Les mises en bouche d’Eva Gerson, c’est une marque de récits gastronomiques poétiques. Pour sa première collection printemps/été, elle sortira une carte postale-recette de saison chaque mois. Les quatre premières cartes assemblées feront apparaître une cinquième recette impossible et absolue.
Eva Gerson compose des récits fantasmés-poétiques qui se déploient dans l'espace à travers des installations sonores et visuelles. En 2016, elle publie son premier livre aux éditions LVM, La Dorsale Dorée et Pied de chameau ou IFE. Les mots changent de formes dans l’espace d’exposition, ils viennent orner, composer, s’effacer dans les sculptures. Dans Virus pour vierge, le tampon format A4 et sa valise encrier viennent contaminer les pages vierges. Suite à sa résidence au KuBa à Sarrebruck, Allemagne et aux vues de celle qui se préparait à Sapporo, Japon elle plonge une pièce entièrement dans le noir. Une lumière UV se déclenche à l’entrée des visiteurs dévoilant des mots, de peinture fluorescente, éparpillés sur le mur. Ils sont extraits du roman policier poétique qui verra sa suite se prolonger lors de la résidence au Japon. Les mots sont autant d’indices à relier pour découvrir ce qui se trame.

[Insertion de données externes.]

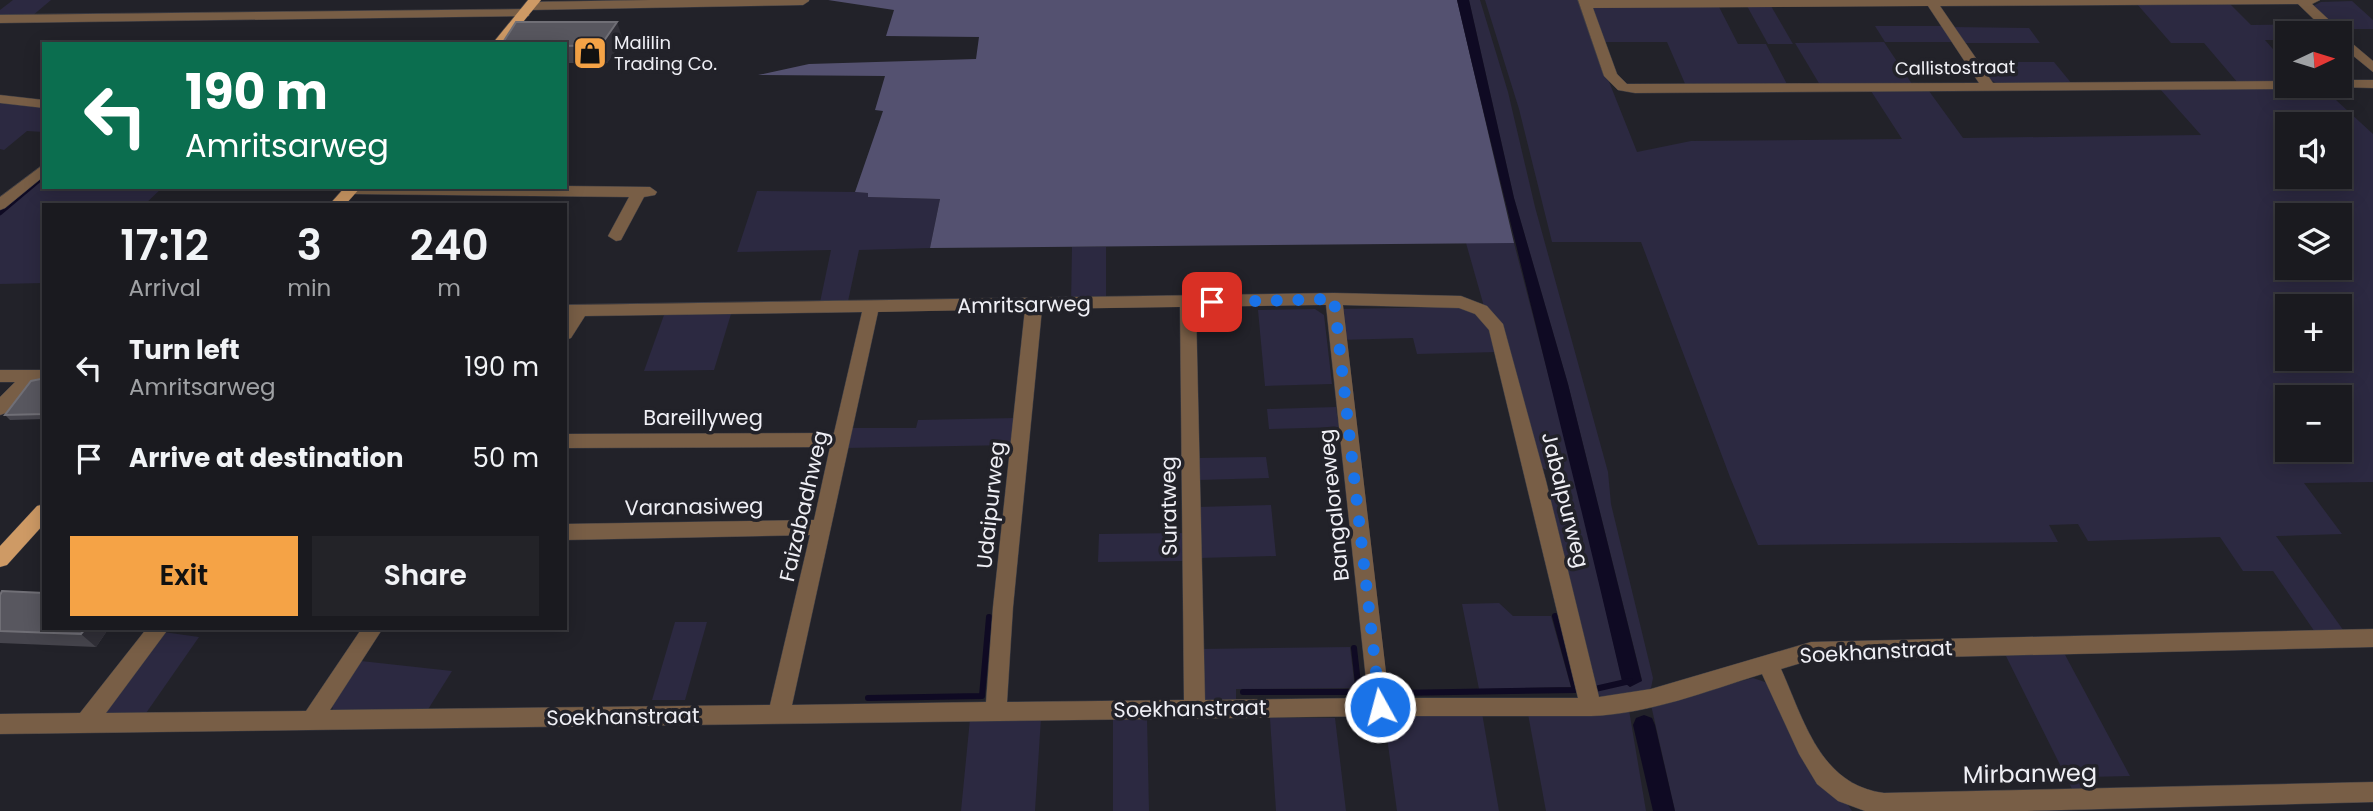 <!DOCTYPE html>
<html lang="en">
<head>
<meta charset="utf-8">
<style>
	:root { --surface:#1a1a1f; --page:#232328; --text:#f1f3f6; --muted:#9fa1a4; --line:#38383d; --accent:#f5a346 }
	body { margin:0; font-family:Poppins,sans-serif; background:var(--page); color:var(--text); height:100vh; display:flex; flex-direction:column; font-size:26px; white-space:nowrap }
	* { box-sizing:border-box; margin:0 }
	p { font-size:23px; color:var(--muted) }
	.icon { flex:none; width:38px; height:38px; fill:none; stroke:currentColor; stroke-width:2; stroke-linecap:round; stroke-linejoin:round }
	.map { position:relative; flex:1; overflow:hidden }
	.side { position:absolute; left:42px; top:203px; width:525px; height:427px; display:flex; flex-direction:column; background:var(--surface); border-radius:0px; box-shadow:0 4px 18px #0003,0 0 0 2px var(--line) }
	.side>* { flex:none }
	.top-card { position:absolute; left:42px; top:42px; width:525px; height:147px; border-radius:0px; box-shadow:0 4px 18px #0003,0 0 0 2px var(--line); background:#0b6e4f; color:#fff; overflow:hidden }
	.needle { width:46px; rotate:86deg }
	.controls { position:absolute; left:2275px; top:21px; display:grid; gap:14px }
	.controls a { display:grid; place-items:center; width:77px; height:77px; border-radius:0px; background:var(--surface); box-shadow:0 4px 18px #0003,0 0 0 2px var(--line); font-size:35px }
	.pin { position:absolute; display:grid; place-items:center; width:60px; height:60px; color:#fff; margin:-30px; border-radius:14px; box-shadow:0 4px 10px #0006 }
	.me { position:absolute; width:77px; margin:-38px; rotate:353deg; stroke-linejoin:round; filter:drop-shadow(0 0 5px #0008) }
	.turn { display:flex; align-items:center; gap:24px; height:147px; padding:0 28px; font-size:32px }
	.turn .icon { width:91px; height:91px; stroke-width:2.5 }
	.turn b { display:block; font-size:49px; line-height:60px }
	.eta { display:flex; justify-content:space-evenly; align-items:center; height:119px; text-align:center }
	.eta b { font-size:42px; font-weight:600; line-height:49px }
	.cta { display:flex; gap:14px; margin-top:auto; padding:14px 28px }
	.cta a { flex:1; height:80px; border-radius:0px; background:var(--accent); color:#111; font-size:28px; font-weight:600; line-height:80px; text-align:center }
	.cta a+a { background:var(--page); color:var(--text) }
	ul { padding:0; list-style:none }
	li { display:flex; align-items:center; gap:21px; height:91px; padding:0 28px }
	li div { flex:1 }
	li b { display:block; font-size:26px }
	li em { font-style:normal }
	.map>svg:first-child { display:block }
	.green { fill:#2c2941; fill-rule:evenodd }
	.forest { fill:#545170 }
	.water { fill:#0f0a23 }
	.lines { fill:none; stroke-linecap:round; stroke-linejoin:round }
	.stream-far1 { stroke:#0f0a23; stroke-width:4.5 }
	.stream { stroke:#0f0a23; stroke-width:6 }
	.canal { fill:#0f0a23; fill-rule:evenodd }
	.minor-casing { stroke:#3f3f46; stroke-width:1 }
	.major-casing { stroke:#3f3f46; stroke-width:1 }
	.minor { fill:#785e46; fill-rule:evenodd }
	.major { fill:#ce9a65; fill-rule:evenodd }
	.wall { fill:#46454d }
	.shaded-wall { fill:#302f37 }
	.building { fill:#58575f; stroke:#706f76; stroke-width:2 }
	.route { stroke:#1a73e8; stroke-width:12; stroke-dasharray:0 21.6 }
	.labels { text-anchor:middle; stroke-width:7; stroke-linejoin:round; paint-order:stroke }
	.far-poi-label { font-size:18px; fill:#efeff5; stroke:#222229; text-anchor:start }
	.far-street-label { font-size:18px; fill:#efeff5; stroke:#222229 }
	.street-label { font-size:21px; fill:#efeff5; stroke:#222229 }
	.near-street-label { font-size:24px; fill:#efeff5; stroke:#222229 }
</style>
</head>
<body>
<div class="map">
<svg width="2373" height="811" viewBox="0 0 2373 811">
	<rect width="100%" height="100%" fill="#222229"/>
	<g class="green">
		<polygon points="13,0 51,0 32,16 0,16 0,10"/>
		<path d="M1469,0H1480L1508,92L1535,207L1608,472L1611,504L1653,678L1651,688C1638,696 1609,700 1594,694L1550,499L1562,490L1558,475L1540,467L1485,310L1466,243H1514L1573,470L1622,680L1630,687L1642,680L1568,384L1514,198Z"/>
		<path d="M1485,0H1581L1600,59L1637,152L1691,141L1902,139L1871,91H1929L1963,138L2201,135L2160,89H2324L2373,134V482L2304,483L2342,534L2276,536L2346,634L2317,635L2273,571H2243L2220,537L2088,541L2078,524L2049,525L2058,542L1758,545L1730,477L1641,242H1552L1519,109ZM2287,124H2340V177H2287ZM2287,215H2340V268H2287ZM2287,306H2340V359H2287ZM2287,397H2340V450H2287Z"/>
		<polygon points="2352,1 2373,20 2373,29 2334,29 2313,6 2321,2"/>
		<polygon points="2229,3 2251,25 2321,24 2331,33 2287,33 2287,40 2265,40 2287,65 2287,83 2238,83 2204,43 2171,43 2137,4"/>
		<polygon points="1718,5 1738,44 1766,44 1788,86 1686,86 1667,42 1604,42 1593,8"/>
		<polygon points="1747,6 1771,6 1793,44 1768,44"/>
		<polygon points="1875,26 1943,26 1954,42 1885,42"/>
		<polygon points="1952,27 2029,28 2040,43 1962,43"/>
		<polygon points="1884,42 1912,84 1820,85 1795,43"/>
		<polygon points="1976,62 2054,62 2072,84 1998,84 1989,79"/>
		<polygon points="0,103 44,107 44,132 27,131 4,150 0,149"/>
		<polygon points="44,173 44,187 163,187 144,205 44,205 44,283 0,284 0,210"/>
		<polygon points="757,191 855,192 869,193 869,197 940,199 930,248 859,250 847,306 819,307 831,250 737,252"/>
		<polygon points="1072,247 1106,247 1106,305 1071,306"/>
		<path d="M1456,307C1488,314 1489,323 1498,352L1417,354L1413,338L1337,340V309Z"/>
		<polygon points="1315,309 1324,315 1332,384 1265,386 1258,310"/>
		<polygon points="731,314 714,370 644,371 664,315"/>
		<polygon points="1336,407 1339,427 1269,429 1267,409"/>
		<polygon points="1016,418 1013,445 844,448 848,428 916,428 918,420"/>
		<polygon points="1266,457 1269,478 1198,480 1197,458"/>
		<polygon points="1271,505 1276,556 1199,558 1197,507"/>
		<polygon points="1183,533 1184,561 1098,562 1099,534"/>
		<polygon points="1499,603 1513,616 1551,616 1571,687 1479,689 1462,604"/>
		<polygon points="675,622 707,622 685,700 652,700"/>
		<polygon points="163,632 199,637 144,716 108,716 102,710"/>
		<polygon points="1350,647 1355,688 1236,689 1236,701 1205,700 1199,649"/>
		<polygon points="2063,651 2130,776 2087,777 2093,792 2074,793 2004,652"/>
		<polygon points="361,661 452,671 427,711 333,711 332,705"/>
		<polygon points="1753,678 1765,682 1773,691 1852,811 1675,811 1651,705"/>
		<polygon points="1629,710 1646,811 1546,811 1528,714"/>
		<polygon points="1482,713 1499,811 1397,811 1384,715"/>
		<polygon points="1113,717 1147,717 1149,811 1113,811"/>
		<polygon points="1041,718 1035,811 961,811 970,719"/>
		<polygon points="1270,718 1335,718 1346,811 1276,811"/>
	</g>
	<polygon class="forest" points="828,0 1457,0 1514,243 930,248 940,199 868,197 868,193 855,192 883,111 875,110 885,76 758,75 809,64 976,59 979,37 886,36 894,10"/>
	<path class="water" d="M1457,0H1469L1514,198L1568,384L1642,681L1630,687L1622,681C1569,453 1510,227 1457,0Z"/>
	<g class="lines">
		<polyline class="stream-far1" points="0,213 44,176"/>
		<g class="stream">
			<polyline points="1595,689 1630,681"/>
			<polyline points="1243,692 1359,692 1354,648"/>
			<polyline points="1396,693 1575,690 1555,616"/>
			<polyline points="868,698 982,696 989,617"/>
		</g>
		<polygon class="canal" points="1644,715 1652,718 1655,725 1675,811 1653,811 1633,725 1636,718"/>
		<g class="minor-casing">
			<g id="minor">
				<polygon points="650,0 809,0 809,1 803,5 530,10 524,6 530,2"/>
				<path d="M1578,0H2320L2312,4L2340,30L2341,34L2373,61V72L2340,45V33H2328L2298,4L1940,6L1993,83L2287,81V86H2293L2287,89L1635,93L1618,90L1604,76ZM1928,6L1979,83L1627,84L1617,74L1593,8Z"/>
				<polygon points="524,9 529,10 529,16 0,23 0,15"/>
				<polygon points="2340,80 2373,80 2373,88 2335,87 2340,86"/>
				<polygon points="0,95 44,100 44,108 0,103"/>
				<polygon points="44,164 44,176 5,208 0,210 0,197"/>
				<polygon points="565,186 650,187 657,192 655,195 644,197 621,240 616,241 608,236 629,197 353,194 346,189"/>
				<path d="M1334,293L1461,296L1487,306L1503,324L1546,481L1599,697L1651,689L1811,642L2373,629V647L1811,660L1781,669C1804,720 1820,785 1884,793L2373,782V802L2027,811H1865L1838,801L1817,784L1799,754L1762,674C1707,691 1649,714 1591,716H1380L0,734V714L80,713L147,628H169L106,713L306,711L362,628H383L330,710L770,705L810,535L565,540V524L814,520L830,447L565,448V434L834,433L862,312L585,316L571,338L565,340V321L568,317H565V305ZM1326,305L1368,698L1205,700L1196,307ZM1343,305L1459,308L1475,314L1489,330L1578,698H1389ZM1180,307L1184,700L1007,702L1013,607L1042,309ZM1025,309L993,607L986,702L792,705L878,312Z"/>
				<polygon points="0,370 44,370 44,382 36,382 6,413 0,415 0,397 15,382 0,382"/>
			</g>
		</g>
		<g class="major-casing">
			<g id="major">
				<polygon points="528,0 541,0 505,44 492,44"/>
				<polygon points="345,187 361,187 345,205 329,205"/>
				<polygon points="44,504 44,524 7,565 0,567 0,546 37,506"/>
			</g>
		</g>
		<use href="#minor" class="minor"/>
		<use href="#major" class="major"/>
	</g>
	<g class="wall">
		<polygon points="623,40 607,63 565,63 565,44"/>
		<polygon points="44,376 44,419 10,420 5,415"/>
		<polygon points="0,595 109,628 96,647 0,643"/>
	</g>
	<g class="shaded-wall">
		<polygon points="617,22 623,40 607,63 601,45"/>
		<polygon points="86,628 109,628 96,647 81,634"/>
	</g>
	<g class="building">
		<polygon points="516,22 617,22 601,45 565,46 565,44 502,44"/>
		<polygon points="42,376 44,376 44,414 5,415 31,381 41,379"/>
		<polygon points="2,591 44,593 44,628 86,628 81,634 0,631 0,595"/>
	</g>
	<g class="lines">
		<polyline class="route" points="1212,302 1334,299 1380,707"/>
	</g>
	<defs>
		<g id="shop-square" transform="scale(1.75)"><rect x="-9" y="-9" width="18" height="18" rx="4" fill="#f5a346" stroke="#222229"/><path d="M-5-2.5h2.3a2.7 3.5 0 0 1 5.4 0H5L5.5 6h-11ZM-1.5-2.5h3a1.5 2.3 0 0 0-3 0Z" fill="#111"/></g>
	</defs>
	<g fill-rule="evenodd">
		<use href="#shop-square" x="590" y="53"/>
	</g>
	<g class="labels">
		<g class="far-poi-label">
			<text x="614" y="49">Malilin<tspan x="614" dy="21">Trading Co.</tspan></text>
		</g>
		<g class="far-street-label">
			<text transform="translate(1955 68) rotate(-1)" y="6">Callistostraat</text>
		</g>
		<g class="street-label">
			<text transform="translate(1024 305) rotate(-1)" y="7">Amritsarweg</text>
			<text x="703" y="425">Bareillyweg</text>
			<text transform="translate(1565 500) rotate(76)" y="7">Jabalpurweg</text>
			<text transform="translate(991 505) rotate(-84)" y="7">Udaipurweg</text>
			<text transform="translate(1334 505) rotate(-96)" y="7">Bangaloreweg</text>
			<text transform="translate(804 506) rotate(-77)" y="7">Faizabadhweg</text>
			<text transform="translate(1169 506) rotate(-91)" y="7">Suratweg</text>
			<text transform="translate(694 507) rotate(-1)" y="7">Varanasiweg</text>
			<text transform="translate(1876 652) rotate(-3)" y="7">Soekhanstraat</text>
			<text transform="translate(1190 709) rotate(-1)" y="7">Soekhanstraat</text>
			<text transform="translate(623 717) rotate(-1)" y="7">Soekhanstraat</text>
		</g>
		<g class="near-street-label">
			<text transform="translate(2030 774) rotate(-1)" y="8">Mirbanweg</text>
		</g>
	</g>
</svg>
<div class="controls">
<a><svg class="needle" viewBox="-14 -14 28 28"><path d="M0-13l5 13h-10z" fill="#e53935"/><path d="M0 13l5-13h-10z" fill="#9fa1a4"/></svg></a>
<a><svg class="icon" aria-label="sound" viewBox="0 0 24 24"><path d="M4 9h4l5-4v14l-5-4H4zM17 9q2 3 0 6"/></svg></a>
<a><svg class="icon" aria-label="layers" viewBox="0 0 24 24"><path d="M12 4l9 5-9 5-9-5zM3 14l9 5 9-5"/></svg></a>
<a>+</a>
<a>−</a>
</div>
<div class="pin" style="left:1212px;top:302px;background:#d93025"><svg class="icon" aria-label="arrive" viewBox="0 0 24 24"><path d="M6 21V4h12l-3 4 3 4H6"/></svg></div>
<svg class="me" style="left:1380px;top:707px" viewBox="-20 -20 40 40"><circle r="17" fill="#1a73e8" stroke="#fff" stroke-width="3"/><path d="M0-11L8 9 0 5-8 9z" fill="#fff"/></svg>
<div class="top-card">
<div class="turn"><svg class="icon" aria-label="left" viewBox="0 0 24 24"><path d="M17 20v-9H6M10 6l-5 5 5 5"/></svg><div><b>190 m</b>Amritsarweg</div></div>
</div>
<section class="side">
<div class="eta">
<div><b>17:12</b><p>Arrival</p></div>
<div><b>3</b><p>min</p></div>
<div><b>240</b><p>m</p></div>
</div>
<ul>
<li><svg class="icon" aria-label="left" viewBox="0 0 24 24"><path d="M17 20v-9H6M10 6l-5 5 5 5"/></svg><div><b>Turn left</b><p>Amritsarweg</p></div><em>190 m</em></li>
<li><svg class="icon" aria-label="arrive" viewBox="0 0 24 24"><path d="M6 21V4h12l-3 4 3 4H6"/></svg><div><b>Arrive at destination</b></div><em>50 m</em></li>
</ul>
<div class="cta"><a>Exit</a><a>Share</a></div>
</section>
</div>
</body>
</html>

Les mots, les récits envahissent tout.
J’ai le coeur en lard
“Colonnata” mon amour
La poudre de féta crépite
entre mes doigts tendus
Surtout ne pas flamber
Surtout ne pas dresser
L’asperge est étendue sur le drap
La tête fourrée dans un pli
T’as le droit qu’à une chance
Je vais te dévorer
Tout n’est qu’une histoire de cuisson
One shot
Cru à coeur -Paf!- dans le creux (calibre 22)
juste posés sur la saillie musculaire
“Iskatcha-Huitsch”, la crème s’envole
Je serre les dents
ça résonne
le Goût
Mise en bouche inspirée d'une création du cuisinier Félix Long
Et ma betterave bat,
Un mix(e) rubis terreyx, dys aqueux.
Introduite par la lame en cercle ferme.
L'eau part en fou rire
Faut pas avoir peur de la couleur,
Une fois posée elle bouge plus.
Disposer en tas les queues, par taille.
Au loin polir le gingembre
Lécher le presse A
Sans une hésitation.
Je décalotte quatre fois
Au balsamique blanc
La cerise est nue sans noyau
Mes lèvres croquent une petite mort
Une onctuosité s'affirme
autour d'un cristal parfait
Un final lisse-rouge-atomique
à gober sur des globules de chèvre frais
D'une petite trahison
J'ai glissé dans une gelée melon-boule
D'or mon coeur
J'ai les sentiments verts-pâles, odorants
Mon cuisinier a le mensonge sirupeux et la serveuse facile
Le champagne bout
Le champagne bouhou
Temps-mort-dans-un-tunnel-chauffé
Osmose-phénomène
Vitesse de fabrication pé-né-tra-tion
Temps-mort-dans-un-tunnel-chauffé
Osmose-phénomène
Vitesse de fabrication pé-né-tra-tion
J'ai mis ma polenta de côté, espumé, beaufort ajouté.
Je ferais bien tout sauter
Mais j'en veux
Une dernière bouchée
Entre deux zestes tes doigts, Melliflu
Bouffeur-gobeur de mirabelle, Melliflu
Melliflu, Melliflu, Melliflu, Melliflu, Melliflu, Melliflu
Sur ton zeste ma papille s'excite
Tu tentes de me retenir
Avec un morse aux couteaux ; "Mais reviens !"
Maïs revient
Dans un bain de beurre demi-sel-noisette je vais te quitter
Salop flambé
Mise en bouche inspirée d'une création du cuisinier Félix Long
Eigengrau* donne le ton
Un argot miso ùiso
qui agite des effluves d'olives obscurs
Mes papilles tamisées doublent de volume
léchant, la moitié absorbe
Les autres vients t'y coller, t'y frotter
Jouis mâche jouis puis mâche Dashi jouis dashi vinaigre de riz jouis
Mes goûts changent doucement
Je me fais chatouiller par une galette de riz géante
Lune plate à mes pieds
De dessus tu me regardes dans les yeux
Tous maquillés d'une ménage épicé pailleté
Algues ciselées A/R et dashi poli
Jouis mâche jouis puis mâche Dashi jouis dashi vinaigre de riz jouis
Une eau de tomate réduite tombe du ciel étoilé
Lubrifiant bio et comestible
Lustrant, pour un rendu photogénique brillant
Nous on ne pose pas
Le rythme s'accélère et malgré la morsure du citron
Poudrée, je jouis dans un mégaphone aubergine
Eva Gerson (France) est lauréate de la commission Ecritures de la Cité internationale des arts.